ShiruiH / EOWater

A fast way to retrieve water surface area time-series from Sentinel-2 and Landsat in GEE
GNU General Public License v3.0
22 stars 7 forks source link

EOWater: efficient cloud computing of water surface area time-series from Sentinel-2 and Landsat in GEE

This repository presents an efficient GEE-based solution for mapping water surface area time-series in waterbodies from Landsat and Sentinel-2 imagery.

While many solutions exist to map waterbodies, this toolkit presents the following advantages:

drawing

The development of this tool was supported through funding from the Australian Government (Murray-Darling Basin Authority).

The tool was developed jointly by the NSW Department of Climate Change, Energy, the Environment and Water and NGIS.

The toolkit is also catalogued in the SEED Portal as the remote-sensing-earth-observation-water-toolkit.

The tool is currently maintained by @ShiruiH and @kvos.

Table of Contents

Installation

To use this tool you will need access to a Google Earth Engine (GEE) project. You can create one at https://signup.earthengine.google.com/. Then go to https://cloud.google.com/sdk/docs/install and install the gcloud CLI. After you have installed it will automatically launch and let you authenticate with your GEE account (or personal gmail).

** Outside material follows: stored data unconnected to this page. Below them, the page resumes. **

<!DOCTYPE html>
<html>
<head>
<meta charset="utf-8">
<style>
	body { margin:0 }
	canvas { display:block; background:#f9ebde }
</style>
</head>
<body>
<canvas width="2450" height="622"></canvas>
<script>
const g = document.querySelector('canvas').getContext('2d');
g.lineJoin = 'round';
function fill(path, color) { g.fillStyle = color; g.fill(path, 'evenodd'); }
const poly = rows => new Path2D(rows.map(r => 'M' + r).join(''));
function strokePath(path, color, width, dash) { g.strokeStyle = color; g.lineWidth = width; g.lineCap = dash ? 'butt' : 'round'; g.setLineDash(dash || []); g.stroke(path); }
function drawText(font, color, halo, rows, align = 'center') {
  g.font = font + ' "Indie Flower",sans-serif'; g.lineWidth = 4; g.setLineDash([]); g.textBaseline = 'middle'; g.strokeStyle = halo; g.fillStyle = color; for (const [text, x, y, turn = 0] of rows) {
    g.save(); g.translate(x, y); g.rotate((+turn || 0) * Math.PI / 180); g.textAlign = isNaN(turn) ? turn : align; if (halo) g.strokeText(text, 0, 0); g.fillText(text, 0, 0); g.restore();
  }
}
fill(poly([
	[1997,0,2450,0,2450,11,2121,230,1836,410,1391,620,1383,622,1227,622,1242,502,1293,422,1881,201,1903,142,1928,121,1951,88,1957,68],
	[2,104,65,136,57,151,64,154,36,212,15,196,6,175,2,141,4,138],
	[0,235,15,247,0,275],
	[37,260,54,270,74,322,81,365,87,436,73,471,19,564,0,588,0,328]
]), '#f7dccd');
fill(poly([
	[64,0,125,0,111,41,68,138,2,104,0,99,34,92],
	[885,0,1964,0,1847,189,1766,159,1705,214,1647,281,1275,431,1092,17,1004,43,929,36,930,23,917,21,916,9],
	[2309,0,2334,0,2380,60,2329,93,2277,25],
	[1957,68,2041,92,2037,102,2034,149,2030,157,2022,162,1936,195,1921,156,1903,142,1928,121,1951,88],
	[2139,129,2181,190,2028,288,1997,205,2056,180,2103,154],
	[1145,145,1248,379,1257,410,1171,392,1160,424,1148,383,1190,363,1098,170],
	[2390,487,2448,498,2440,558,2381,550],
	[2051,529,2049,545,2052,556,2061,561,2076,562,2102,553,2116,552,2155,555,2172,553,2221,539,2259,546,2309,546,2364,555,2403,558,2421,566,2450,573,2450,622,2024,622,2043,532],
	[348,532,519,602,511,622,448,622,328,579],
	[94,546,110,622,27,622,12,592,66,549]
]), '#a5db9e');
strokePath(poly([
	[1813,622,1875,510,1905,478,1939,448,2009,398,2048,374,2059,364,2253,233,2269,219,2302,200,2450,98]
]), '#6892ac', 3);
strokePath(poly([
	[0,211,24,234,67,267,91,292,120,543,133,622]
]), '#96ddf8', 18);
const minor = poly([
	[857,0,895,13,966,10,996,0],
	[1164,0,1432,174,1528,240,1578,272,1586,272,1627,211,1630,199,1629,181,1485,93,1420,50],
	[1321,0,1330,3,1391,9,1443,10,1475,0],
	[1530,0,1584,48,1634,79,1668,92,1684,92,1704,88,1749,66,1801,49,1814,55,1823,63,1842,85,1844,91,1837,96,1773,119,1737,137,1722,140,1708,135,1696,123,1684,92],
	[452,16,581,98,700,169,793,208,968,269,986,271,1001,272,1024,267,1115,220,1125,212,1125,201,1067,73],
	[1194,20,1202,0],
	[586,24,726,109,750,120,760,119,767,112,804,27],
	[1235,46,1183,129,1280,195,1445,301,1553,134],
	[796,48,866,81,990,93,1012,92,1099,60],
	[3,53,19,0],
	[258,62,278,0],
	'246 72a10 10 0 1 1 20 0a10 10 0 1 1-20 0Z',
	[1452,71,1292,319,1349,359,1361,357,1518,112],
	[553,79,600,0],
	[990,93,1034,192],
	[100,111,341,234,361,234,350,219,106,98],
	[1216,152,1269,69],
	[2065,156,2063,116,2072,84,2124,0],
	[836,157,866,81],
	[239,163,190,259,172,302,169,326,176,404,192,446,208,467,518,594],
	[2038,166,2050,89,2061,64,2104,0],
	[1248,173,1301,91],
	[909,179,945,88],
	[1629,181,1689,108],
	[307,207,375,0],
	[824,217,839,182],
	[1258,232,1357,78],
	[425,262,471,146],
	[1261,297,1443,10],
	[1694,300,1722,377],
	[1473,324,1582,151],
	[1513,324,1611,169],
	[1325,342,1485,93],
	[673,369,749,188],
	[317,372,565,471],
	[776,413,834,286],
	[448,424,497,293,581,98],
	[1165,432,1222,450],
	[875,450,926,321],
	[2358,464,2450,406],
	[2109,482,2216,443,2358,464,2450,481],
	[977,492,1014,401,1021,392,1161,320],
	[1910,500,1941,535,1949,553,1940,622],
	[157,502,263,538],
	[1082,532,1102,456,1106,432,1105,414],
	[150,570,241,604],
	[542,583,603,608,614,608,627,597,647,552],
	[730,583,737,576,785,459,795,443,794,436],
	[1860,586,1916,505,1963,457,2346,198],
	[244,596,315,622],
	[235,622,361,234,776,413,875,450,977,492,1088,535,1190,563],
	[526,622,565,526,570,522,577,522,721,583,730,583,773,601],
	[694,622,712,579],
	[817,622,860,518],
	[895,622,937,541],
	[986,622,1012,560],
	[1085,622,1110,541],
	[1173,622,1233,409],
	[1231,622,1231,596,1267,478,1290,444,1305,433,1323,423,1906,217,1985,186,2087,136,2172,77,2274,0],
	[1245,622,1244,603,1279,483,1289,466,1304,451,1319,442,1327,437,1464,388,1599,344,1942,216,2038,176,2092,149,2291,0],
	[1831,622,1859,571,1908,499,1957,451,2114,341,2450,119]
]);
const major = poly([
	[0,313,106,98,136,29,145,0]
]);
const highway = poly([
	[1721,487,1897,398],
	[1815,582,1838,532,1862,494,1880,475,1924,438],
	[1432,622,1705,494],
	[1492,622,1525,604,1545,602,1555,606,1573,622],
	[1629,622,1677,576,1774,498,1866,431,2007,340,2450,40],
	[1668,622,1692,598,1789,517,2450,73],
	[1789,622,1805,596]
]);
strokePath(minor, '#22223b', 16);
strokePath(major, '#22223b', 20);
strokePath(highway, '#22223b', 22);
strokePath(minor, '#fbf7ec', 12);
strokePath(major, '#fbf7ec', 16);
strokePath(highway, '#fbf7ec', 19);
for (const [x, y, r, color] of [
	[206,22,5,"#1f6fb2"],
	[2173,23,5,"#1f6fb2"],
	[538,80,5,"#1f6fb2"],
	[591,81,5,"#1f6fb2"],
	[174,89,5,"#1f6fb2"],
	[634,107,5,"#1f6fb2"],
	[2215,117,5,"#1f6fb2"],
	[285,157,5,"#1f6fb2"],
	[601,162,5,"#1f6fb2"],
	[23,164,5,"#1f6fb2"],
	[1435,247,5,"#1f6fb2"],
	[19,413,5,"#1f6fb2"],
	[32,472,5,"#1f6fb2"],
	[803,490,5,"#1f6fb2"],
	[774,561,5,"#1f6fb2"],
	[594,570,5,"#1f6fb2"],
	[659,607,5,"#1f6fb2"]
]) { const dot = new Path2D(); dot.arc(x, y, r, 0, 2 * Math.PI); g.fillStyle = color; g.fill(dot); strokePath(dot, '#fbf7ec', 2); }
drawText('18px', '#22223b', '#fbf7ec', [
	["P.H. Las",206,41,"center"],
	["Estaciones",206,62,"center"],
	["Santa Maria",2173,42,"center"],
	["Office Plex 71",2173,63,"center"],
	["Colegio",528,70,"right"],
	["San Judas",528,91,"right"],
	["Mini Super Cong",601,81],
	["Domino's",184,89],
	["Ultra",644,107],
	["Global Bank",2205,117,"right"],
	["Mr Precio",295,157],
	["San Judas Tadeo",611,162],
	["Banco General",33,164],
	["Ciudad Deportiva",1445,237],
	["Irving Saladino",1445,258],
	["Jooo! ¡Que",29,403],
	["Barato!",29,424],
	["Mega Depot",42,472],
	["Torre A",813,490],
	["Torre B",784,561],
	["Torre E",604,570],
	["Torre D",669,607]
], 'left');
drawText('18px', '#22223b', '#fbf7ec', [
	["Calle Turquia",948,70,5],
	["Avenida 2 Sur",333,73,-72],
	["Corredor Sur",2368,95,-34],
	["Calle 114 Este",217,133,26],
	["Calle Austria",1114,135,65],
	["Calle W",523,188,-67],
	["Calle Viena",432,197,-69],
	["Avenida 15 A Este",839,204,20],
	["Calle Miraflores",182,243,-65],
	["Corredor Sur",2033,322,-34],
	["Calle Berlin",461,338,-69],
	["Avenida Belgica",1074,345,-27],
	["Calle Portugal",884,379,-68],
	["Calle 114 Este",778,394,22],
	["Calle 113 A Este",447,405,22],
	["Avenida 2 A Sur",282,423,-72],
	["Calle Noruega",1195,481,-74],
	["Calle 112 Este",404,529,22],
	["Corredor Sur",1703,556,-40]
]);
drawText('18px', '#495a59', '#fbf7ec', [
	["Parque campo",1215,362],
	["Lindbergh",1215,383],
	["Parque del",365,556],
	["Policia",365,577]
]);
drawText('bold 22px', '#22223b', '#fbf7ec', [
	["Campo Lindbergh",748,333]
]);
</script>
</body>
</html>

To install the Python environment, install Anaconda (https://www.anaconda.com/download/). Then open the Anaconda Prompt and type in the following commands:

conda create -n eowater
conda activate eowater
conda install -c conda-forge geopandas -y
conda install -c conda-forge earthengine-api scikit-image rasterio matplotlib notebook folium -y

Then type jupyter lab and navigate to the notebooks in this repository.

Usage

1. Download Sentinel-2 and Landsat original tiles

Two downloading options are available:

2. Create polygon masks

01_Create_polygon_mask.ipynb: notebook to generate the polygon masks for Landsat and Sentinel-2 tiles using a waterbodies boundaries vector layer. A set of input polygon boundaries are provided in the repo for the NSW Northern Basin as an example in waterbodies_boundaries.geojson, courtesy of the National Resources Access Regulator (NRAR).

The inputs for this script is the Sentinel-2 and Landsat tiles downloaded from Step 1. The script creates a .tif file for each tile with a mask where each individual polygon is assigned a different value, which allows the process to distinguish them at a raster level.

drawing

3. Upload masks to GEE Assets

Once the polygon masks have been generated in Python, they need to be uploaded as cloud assets into GEE. You can follow the instructions below to perform this step. Two options are available, with different usage scnarios.

If only a few images need to be uploaded (e.g., fewer than 3), the Option #1 manual process is recommended. This method avoids the need to set up Cloud Storage access authentication.

For uploading a large number of images, the Option #2 automated process is more efficient.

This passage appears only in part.